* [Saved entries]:
====

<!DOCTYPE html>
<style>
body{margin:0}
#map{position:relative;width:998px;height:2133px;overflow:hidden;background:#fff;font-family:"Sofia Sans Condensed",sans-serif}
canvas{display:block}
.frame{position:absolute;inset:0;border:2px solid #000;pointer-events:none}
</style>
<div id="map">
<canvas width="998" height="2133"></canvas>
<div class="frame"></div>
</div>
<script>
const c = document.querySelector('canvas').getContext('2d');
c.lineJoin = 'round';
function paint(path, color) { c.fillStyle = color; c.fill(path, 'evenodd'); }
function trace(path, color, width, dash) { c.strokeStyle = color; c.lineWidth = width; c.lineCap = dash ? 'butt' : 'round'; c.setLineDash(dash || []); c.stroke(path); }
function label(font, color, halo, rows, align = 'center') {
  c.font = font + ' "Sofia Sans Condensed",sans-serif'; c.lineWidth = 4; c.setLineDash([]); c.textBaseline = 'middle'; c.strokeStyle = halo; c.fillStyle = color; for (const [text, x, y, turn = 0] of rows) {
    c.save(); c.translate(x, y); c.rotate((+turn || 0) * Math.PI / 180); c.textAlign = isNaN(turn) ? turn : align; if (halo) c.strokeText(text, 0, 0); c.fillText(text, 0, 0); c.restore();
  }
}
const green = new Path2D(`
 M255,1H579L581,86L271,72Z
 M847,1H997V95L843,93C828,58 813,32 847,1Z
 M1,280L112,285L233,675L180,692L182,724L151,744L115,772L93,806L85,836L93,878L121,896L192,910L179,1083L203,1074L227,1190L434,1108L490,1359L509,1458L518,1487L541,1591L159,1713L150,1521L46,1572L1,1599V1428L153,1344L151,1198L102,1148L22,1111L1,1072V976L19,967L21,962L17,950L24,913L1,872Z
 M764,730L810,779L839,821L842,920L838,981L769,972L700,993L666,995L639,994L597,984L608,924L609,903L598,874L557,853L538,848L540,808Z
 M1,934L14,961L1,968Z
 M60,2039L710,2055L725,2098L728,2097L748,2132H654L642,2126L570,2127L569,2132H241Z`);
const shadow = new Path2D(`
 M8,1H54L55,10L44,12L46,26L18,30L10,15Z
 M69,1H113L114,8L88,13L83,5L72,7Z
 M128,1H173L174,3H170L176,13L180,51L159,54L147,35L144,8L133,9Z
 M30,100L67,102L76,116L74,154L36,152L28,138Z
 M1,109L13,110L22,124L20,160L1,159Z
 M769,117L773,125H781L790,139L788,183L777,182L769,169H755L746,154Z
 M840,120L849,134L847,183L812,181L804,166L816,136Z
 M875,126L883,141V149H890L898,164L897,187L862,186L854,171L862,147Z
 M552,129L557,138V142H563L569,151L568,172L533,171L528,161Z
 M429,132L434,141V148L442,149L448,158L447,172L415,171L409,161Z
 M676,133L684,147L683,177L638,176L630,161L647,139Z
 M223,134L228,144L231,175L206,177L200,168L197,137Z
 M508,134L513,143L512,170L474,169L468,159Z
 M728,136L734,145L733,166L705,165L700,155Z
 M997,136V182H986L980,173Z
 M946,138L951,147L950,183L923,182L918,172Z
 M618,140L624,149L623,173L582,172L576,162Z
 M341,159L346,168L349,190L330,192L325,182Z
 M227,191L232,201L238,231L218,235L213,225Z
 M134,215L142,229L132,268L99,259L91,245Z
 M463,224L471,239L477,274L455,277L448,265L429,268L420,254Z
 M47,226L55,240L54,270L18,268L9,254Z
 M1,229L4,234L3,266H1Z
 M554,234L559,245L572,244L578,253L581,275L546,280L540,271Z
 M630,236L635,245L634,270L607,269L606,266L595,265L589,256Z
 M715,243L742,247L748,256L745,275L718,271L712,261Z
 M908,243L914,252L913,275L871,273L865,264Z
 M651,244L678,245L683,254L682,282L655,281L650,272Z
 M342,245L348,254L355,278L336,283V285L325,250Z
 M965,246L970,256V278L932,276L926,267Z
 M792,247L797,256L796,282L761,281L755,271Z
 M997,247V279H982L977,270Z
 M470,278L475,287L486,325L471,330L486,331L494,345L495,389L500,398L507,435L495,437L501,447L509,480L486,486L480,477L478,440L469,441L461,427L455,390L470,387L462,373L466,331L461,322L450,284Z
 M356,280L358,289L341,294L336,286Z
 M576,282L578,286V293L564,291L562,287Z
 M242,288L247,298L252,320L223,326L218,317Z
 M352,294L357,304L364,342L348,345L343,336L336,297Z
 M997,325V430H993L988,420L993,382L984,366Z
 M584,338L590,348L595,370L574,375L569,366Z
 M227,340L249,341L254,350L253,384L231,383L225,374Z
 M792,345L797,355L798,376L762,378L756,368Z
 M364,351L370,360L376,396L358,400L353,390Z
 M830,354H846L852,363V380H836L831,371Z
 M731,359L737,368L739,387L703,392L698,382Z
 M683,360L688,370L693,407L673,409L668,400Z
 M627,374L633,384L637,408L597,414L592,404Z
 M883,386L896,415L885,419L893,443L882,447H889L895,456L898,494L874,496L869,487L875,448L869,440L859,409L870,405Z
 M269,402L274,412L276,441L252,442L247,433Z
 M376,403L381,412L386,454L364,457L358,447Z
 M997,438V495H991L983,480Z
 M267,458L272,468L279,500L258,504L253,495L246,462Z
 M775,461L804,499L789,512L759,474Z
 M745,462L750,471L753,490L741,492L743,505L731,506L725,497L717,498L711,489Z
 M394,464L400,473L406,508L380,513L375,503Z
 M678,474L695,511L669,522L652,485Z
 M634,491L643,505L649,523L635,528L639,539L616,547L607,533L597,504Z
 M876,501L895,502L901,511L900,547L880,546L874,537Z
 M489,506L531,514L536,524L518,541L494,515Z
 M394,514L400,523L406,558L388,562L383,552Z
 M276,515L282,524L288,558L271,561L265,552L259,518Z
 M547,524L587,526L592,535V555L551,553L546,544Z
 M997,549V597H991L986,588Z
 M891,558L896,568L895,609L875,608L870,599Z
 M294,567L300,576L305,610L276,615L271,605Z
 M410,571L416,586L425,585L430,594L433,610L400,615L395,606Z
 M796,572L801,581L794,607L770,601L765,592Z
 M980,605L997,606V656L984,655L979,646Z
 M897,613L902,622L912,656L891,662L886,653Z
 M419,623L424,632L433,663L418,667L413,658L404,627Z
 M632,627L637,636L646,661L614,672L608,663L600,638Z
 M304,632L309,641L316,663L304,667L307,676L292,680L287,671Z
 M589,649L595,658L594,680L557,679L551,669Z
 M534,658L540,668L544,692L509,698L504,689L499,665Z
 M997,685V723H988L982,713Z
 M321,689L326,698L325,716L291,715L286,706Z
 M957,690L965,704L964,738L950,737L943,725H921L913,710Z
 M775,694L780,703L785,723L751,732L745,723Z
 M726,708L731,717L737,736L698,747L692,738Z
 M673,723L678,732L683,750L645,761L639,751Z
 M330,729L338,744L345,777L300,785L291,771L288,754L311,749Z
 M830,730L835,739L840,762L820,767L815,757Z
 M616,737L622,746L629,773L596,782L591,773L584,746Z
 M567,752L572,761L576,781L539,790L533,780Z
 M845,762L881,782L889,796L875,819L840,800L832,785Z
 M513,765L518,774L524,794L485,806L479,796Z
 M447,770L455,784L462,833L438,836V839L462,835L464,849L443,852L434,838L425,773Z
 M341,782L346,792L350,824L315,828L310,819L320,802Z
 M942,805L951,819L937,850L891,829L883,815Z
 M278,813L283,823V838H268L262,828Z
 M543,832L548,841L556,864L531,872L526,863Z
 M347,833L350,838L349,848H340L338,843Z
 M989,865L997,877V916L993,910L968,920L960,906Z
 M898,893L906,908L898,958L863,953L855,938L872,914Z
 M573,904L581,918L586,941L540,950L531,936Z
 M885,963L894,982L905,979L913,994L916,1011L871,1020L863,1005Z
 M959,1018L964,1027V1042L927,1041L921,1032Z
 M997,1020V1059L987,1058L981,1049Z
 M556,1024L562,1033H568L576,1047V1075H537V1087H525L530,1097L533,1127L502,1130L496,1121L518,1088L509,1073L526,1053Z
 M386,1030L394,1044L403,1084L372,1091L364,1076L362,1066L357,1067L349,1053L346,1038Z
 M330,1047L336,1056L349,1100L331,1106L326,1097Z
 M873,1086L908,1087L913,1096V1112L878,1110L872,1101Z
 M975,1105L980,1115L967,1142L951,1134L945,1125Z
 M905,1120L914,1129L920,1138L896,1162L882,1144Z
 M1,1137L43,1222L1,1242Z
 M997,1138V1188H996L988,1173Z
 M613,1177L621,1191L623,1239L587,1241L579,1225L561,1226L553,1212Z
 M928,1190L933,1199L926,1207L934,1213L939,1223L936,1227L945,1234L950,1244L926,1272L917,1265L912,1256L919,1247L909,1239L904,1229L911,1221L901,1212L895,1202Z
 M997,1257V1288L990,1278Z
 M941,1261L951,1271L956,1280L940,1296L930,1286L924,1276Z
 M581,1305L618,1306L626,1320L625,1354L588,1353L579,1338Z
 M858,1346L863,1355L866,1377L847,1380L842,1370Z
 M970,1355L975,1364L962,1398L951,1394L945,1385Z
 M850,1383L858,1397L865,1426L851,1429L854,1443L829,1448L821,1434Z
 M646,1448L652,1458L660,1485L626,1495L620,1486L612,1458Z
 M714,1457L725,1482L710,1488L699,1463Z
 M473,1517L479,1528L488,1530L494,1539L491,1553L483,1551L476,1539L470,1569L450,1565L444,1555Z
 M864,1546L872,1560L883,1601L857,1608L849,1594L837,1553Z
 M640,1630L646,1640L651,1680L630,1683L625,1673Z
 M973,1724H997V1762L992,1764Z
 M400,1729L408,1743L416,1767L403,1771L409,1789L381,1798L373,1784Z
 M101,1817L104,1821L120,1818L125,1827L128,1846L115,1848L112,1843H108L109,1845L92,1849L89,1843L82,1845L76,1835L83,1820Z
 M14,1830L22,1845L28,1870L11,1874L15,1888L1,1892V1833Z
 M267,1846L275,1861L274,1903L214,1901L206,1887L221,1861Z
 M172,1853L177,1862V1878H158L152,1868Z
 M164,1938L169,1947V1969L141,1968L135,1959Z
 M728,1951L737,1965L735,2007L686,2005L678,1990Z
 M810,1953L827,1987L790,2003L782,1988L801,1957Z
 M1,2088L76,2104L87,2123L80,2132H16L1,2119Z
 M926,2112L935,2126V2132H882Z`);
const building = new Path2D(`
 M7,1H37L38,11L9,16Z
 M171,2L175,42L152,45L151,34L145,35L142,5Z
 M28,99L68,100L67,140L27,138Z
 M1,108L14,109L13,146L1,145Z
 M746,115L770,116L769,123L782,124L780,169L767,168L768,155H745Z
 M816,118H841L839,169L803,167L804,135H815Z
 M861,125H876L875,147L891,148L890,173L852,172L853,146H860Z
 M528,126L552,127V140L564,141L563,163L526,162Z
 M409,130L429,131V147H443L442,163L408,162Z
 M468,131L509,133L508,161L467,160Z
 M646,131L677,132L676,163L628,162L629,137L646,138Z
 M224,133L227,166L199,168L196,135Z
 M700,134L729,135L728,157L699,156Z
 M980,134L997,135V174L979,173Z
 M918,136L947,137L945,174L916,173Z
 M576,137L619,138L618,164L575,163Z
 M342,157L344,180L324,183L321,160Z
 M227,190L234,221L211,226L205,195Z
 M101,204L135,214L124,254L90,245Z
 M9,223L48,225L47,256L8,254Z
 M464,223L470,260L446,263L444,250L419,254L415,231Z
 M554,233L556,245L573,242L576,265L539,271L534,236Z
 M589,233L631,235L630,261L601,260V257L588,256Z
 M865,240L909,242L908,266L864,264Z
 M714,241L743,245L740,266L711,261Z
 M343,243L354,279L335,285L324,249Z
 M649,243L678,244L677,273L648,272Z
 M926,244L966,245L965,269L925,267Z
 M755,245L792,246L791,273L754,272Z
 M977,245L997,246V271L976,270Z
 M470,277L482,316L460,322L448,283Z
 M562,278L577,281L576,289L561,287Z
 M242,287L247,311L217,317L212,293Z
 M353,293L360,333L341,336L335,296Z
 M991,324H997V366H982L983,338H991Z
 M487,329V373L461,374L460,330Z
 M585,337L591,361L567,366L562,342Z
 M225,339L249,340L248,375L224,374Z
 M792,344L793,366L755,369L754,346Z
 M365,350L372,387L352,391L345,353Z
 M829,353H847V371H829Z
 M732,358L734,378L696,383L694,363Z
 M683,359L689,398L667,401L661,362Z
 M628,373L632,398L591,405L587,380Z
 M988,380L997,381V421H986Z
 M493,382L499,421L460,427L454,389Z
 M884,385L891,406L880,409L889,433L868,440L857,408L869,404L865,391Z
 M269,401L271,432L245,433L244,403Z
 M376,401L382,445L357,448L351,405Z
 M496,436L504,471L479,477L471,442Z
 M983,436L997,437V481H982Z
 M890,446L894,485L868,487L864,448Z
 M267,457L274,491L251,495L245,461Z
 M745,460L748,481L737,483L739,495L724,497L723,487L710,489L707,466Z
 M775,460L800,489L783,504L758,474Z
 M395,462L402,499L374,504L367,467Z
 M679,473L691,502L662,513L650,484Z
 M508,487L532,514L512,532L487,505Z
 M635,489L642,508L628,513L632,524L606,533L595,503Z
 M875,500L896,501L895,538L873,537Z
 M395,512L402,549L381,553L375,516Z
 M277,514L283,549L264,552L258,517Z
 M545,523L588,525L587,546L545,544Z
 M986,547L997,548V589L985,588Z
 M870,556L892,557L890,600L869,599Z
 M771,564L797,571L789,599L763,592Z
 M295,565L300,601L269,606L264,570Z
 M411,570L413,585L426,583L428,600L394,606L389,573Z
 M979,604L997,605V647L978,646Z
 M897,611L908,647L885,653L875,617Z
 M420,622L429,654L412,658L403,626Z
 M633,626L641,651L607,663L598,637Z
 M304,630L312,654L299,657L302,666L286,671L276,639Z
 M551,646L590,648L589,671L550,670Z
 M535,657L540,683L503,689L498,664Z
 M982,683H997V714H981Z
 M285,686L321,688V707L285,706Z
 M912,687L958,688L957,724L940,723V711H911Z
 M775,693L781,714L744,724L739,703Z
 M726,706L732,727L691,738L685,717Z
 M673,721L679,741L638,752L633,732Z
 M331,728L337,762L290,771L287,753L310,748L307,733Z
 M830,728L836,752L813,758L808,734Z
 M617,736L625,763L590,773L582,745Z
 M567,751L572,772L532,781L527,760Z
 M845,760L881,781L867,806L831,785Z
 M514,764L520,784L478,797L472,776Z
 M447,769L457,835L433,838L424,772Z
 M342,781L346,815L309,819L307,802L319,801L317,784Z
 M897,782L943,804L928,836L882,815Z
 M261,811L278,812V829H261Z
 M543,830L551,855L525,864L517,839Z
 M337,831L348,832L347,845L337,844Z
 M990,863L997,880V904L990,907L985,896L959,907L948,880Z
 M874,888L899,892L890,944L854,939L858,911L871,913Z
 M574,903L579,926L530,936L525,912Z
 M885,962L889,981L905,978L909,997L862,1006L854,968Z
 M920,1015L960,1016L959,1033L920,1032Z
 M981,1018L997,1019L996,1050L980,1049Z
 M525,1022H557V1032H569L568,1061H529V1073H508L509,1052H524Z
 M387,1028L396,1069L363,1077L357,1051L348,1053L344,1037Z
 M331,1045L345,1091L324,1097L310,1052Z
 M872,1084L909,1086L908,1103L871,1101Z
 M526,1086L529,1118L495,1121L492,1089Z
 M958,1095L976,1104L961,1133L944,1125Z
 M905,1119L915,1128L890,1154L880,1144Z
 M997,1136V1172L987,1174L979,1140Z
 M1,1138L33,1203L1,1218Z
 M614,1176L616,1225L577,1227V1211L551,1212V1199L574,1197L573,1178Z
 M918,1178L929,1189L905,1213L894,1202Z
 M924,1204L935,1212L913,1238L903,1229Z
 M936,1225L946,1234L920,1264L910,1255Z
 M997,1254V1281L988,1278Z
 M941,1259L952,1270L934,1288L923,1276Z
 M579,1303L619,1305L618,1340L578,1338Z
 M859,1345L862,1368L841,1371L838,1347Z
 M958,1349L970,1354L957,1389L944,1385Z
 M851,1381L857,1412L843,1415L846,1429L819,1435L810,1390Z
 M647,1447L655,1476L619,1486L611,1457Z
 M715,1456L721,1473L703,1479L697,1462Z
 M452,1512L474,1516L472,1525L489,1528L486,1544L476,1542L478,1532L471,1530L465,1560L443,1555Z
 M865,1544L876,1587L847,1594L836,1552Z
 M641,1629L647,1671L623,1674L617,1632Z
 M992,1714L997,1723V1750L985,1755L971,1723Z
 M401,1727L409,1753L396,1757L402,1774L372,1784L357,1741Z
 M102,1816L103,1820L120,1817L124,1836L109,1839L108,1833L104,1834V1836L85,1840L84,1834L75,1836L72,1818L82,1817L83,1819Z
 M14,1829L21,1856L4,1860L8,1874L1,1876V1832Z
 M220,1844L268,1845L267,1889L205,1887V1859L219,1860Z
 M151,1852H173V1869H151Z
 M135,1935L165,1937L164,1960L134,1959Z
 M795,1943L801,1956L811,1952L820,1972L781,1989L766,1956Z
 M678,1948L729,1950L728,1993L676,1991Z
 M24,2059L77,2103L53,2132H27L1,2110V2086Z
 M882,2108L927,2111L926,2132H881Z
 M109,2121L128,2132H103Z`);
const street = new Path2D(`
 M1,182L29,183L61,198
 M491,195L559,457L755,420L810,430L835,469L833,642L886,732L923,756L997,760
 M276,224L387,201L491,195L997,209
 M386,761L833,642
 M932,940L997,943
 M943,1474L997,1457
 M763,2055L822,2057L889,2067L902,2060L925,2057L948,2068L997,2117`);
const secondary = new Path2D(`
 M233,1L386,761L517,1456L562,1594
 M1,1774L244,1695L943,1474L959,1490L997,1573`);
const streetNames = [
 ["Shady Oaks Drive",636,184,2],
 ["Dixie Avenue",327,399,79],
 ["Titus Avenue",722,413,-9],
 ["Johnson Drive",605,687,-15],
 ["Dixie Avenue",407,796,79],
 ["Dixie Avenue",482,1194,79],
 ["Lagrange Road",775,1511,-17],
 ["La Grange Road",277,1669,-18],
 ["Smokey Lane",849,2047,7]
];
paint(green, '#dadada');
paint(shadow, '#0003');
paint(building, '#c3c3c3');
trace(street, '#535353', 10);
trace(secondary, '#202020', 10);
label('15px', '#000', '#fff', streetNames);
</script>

====

* [What needs to be done]: Your answer should consist only of the lines above between the line holding "M574,903L579,926L530,936L525,912Z" and the line holding "M905,1119L915,1128L890,1154L880,1144Z", inclusive, each transcribed exactly.

* [Result of this exercise]:
 M574,903L579,926L530,936L525,912Z
 M885,962L889,981L905,978L909,997L862,1006L854,968Z
 M920,1015L960,1016L959,1033L920,1032Z
 M981,1018L997,1019L996,1050L980,1049Z
 M525,1022H557V1032H569L568,1061H529V1073H508L509,1052H524Z
 M387,1028L396,1069L363,1077L357,1051L348,1053L344,1037Z
 M331,1045L345,1091L324,1097L310,1052Z
 M872,1084L909,1086L908,1103L871,1101Z
 M526,1086L529,1118L495,1121L492,1089Z
 M958,1095L976,1104L961,1133L944,1125Z
 M905,1119L915,1128L890,1154L880,1144Z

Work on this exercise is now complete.